WHAT YOU SHOULD DO
Every line holding "setLineDash" should be copied from the records below.

THE RECORDS

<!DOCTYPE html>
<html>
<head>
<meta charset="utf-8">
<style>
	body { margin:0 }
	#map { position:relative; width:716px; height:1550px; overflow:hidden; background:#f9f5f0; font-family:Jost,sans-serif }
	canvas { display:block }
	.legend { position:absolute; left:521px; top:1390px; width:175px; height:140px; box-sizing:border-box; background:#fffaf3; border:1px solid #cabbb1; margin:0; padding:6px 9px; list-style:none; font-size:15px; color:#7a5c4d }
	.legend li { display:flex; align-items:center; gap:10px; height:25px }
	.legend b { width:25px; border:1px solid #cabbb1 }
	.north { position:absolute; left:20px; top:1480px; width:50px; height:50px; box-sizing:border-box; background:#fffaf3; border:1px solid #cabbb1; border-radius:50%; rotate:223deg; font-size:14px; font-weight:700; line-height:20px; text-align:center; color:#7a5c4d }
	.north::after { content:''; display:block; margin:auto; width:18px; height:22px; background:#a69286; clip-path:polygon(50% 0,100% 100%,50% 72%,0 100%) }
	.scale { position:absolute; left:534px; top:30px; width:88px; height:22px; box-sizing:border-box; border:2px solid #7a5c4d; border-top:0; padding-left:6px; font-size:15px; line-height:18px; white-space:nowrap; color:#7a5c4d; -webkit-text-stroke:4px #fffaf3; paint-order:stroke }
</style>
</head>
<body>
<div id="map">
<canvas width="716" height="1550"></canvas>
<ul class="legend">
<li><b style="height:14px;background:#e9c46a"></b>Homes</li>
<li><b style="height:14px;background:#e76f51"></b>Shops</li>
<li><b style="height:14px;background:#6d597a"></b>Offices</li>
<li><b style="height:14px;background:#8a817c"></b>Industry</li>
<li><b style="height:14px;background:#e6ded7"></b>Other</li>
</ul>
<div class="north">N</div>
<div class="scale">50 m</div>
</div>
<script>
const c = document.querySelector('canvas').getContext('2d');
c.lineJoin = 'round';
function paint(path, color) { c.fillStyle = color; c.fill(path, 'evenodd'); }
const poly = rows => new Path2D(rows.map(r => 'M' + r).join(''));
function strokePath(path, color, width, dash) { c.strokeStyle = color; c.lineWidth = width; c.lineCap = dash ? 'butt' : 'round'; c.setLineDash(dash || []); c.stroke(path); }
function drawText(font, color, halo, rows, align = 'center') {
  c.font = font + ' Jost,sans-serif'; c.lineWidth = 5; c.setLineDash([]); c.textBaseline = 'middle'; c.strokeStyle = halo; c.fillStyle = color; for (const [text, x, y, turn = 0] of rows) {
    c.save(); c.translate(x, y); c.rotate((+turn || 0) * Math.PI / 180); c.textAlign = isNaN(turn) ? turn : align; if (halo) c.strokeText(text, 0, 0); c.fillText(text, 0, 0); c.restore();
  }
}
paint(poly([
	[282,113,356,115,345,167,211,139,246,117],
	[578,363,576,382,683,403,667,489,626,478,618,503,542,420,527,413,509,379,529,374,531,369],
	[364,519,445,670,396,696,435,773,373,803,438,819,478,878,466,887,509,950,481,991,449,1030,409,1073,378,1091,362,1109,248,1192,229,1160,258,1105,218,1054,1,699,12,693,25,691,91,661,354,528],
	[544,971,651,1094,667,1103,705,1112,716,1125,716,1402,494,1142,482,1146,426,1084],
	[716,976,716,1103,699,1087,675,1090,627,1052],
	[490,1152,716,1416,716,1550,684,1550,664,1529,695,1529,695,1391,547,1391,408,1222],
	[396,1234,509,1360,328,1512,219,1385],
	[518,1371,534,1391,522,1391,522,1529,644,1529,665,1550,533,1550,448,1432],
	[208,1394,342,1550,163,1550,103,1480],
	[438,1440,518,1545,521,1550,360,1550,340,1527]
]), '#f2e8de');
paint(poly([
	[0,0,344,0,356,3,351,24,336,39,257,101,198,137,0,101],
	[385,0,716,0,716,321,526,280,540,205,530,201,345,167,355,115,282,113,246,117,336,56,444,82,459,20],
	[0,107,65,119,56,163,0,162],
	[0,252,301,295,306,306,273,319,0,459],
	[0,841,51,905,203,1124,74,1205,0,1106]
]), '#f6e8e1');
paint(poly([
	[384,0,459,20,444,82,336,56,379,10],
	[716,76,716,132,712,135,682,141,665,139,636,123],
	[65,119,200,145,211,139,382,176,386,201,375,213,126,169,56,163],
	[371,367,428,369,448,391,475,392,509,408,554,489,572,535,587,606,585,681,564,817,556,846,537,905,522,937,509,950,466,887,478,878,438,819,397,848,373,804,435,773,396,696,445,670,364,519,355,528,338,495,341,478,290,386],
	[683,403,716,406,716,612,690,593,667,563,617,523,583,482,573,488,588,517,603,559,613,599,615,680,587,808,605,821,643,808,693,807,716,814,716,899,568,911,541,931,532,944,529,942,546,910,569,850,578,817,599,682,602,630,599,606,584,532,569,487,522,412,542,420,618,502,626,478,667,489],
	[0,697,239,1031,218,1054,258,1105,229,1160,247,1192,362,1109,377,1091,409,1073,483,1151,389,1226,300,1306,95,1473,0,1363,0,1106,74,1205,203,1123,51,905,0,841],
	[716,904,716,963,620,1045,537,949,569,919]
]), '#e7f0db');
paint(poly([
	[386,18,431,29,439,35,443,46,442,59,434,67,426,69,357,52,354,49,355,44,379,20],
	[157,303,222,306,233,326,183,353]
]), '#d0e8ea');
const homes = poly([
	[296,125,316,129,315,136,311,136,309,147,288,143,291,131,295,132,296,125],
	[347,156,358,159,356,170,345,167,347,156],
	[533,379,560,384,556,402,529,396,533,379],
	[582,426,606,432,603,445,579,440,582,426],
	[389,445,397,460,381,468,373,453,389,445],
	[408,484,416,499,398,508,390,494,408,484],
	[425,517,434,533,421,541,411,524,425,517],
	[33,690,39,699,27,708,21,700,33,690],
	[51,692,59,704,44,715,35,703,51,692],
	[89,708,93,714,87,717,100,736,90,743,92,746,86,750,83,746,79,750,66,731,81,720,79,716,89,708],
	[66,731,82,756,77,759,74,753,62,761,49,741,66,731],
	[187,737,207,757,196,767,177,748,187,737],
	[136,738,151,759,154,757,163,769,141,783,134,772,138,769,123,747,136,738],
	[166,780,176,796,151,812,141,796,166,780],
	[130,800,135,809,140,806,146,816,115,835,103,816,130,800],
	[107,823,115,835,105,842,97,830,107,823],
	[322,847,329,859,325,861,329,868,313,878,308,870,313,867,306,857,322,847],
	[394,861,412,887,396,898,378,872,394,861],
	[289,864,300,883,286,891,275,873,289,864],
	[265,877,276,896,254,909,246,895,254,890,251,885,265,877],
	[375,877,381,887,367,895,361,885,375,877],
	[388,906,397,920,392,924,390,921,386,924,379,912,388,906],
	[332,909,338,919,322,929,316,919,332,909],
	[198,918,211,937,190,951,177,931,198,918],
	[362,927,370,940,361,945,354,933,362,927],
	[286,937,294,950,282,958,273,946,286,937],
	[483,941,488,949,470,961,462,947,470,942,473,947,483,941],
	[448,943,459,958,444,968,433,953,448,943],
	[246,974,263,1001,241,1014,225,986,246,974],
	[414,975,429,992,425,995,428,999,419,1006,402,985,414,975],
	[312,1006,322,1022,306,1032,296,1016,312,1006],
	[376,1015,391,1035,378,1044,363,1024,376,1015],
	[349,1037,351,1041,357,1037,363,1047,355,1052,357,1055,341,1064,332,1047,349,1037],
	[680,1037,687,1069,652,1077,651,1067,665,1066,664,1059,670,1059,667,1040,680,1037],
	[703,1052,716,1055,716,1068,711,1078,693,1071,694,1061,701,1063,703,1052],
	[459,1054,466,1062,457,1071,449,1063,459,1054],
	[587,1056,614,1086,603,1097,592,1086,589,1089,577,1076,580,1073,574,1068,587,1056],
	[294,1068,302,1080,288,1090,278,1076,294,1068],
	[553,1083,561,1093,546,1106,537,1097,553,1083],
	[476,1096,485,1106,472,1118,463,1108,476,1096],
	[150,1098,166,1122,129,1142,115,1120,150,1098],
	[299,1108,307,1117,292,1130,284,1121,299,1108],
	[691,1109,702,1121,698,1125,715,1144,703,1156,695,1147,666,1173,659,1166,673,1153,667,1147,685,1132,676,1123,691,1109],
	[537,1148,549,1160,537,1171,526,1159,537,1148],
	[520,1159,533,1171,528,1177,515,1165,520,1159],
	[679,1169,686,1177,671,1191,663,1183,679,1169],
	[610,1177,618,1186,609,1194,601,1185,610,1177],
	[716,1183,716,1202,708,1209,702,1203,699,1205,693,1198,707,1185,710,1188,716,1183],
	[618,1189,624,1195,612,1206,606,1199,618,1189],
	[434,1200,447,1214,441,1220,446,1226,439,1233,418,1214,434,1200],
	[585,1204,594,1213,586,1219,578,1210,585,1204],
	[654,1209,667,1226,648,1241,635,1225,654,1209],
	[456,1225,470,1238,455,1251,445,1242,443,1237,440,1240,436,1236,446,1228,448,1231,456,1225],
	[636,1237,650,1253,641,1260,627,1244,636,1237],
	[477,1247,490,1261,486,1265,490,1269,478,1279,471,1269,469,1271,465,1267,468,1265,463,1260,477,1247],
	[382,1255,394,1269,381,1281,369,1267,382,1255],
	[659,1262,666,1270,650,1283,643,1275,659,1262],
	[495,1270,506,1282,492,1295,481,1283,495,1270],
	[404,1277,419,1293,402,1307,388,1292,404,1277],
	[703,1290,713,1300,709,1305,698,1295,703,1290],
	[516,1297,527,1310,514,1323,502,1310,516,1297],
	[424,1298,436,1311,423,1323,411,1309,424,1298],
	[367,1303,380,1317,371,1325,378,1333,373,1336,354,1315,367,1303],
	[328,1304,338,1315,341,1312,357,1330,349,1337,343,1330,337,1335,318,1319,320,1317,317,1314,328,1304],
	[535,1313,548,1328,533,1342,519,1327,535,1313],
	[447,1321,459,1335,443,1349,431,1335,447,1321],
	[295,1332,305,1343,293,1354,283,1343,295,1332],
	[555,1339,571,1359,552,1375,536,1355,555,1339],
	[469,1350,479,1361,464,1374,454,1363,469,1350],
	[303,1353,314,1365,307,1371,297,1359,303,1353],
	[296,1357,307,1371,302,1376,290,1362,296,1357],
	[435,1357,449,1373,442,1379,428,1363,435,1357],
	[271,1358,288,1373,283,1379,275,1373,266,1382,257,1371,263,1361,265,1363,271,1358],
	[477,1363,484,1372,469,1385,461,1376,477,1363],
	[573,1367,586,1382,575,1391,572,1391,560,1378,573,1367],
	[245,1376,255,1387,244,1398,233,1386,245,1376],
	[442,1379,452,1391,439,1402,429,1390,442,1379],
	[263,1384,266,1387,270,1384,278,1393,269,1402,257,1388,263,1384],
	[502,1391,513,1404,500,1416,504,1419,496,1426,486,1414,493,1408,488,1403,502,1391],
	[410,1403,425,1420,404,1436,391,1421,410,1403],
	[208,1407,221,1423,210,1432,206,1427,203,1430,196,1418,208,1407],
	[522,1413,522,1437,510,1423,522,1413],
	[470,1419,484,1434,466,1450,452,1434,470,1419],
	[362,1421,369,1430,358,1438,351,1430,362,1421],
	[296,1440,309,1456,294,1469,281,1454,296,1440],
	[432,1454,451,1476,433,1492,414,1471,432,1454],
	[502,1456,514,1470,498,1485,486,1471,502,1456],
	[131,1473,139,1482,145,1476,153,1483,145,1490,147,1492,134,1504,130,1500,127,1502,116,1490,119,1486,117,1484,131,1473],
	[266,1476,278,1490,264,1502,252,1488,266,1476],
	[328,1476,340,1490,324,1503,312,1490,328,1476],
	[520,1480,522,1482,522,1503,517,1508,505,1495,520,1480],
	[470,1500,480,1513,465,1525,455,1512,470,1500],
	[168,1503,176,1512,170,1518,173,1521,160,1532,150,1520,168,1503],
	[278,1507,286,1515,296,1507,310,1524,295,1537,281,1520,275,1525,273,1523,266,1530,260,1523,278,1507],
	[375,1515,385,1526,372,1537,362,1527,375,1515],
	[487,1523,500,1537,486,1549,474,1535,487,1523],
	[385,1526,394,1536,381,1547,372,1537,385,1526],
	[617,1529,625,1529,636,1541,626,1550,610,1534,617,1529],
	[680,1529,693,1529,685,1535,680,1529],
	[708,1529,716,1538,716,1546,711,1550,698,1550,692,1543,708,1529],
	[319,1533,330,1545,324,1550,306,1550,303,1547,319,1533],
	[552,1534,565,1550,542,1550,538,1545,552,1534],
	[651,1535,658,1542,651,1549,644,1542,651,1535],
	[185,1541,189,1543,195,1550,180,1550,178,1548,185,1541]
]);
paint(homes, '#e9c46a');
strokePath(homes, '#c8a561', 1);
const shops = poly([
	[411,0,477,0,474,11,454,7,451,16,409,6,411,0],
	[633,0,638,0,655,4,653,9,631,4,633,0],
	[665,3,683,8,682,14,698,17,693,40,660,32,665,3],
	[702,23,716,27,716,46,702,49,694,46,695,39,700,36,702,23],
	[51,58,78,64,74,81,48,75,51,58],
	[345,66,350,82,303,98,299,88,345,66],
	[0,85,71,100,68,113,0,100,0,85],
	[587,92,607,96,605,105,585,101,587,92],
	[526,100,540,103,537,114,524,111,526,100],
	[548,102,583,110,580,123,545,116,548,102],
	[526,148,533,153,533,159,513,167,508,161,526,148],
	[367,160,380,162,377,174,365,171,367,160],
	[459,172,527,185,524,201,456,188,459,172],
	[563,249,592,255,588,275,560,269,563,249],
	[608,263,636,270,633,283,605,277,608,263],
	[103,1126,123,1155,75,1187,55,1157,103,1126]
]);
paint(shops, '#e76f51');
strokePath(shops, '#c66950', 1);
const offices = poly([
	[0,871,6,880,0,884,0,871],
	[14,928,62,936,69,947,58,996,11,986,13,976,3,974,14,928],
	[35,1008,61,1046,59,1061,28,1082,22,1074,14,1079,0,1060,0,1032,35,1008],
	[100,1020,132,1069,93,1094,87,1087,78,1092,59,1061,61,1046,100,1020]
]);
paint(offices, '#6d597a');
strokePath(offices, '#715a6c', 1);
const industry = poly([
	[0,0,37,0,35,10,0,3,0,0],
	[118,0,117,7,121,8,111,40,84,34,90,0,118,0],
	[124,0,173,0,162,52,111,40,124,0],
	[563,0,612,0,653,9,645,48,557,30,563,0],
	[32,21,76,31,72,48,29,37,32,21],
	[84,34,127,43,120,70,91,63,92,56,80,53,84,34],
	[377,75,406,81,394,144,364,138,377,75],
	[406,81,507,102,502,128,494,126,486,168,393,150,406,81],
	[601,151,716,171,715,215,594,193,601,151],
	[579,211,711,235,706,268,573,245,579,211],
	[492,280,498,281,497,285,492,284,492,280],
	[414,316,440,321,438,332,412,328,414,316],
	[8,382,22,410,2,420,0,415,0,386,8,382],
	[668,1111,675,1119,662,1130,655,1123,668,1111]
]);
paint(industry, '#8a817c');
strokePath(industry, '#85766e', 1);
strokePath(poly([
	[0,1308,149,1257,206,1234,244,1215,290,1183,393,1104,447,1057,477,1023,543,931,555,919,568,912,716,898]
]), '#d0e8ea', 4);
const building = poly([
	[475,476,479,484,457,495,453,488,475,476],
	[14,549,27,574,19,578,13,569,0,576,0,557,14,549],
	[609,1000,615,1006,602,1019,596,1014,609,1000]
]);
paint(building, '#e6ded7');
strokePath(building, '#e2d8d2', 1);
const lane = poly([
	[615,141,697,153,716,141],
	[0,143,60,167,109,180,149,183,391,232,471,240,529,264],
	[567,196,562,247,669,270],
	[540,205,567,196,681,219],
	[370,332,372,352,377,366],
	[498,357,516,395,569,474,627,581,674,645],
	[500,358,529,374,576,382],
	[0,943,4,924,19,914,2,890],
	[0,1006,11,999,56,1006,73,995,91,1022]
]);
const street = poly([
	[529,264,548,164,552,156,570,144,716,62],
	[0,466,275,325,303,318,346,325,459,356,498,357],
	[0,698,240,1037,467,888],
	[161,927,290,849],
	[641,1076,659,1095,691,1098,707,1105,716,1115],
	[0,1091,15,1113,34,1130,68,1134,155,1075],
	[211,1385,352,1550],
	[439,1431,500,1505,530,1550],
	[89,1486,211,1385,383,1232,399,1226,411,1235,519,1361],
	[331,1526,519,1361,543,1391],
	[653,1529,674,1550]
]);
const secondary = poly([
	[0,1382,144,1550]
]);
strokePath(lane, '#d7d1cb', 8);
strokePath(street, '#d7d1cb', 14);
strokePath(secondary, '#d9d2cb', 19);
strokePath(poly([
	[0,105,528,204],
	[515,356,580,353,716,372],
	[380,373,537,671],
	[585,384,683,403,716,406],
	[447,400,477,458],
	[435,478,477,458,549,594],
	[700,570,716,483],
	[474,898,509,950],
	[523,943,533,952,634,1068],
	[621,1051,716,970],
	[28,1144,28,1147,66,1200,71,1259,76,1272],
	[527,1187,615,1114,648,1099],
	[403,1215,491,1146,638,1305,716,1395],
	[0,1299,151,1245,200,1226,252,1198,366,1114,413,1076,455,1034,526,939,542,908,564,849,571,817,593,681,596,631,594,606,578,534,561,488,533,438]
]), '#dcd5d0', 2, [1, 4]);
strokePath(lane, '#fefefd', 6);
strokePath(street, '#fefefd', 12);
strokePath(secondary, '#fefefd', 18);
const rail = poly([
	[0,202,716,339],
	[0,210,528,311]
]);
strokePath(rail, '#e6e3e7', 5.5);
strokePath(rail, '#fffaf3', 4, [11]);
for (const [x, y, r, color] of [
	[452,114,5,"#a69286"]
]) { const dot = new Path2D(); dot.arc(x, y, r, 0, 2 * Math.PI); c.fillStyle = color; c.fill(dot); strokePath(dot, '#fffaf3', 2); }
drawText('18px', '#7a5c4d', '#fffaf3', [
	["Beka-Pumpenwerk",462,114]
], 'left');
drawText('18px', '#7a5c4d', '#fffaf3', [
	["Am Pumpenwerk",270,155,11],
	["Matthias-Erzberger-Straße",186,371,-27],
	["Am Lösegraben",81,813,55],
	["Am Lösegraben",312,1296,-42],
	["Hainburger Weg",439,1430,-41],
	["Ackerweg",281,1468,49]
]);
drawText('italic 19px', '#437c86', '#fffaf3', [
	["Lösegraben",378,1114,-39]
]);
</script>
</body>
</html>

TASK SOLUTION
function strokePath(path, color, width, dash) { c.strokeStyle = color; c.lineWidth = width; c.lineCap = dash ? 'butt' : 'round'; c.setLineDash(dash || []); c.stroke(path); }
  c.font = font + ' Jost,sans-serif'; c.lineWidth = 5; c.setLineDash([]); c.textBaseline = 'middle'; c.strokeStyle = halo; c.fillStyle = color; for (const [text, x, y, turn = 0] of rows) {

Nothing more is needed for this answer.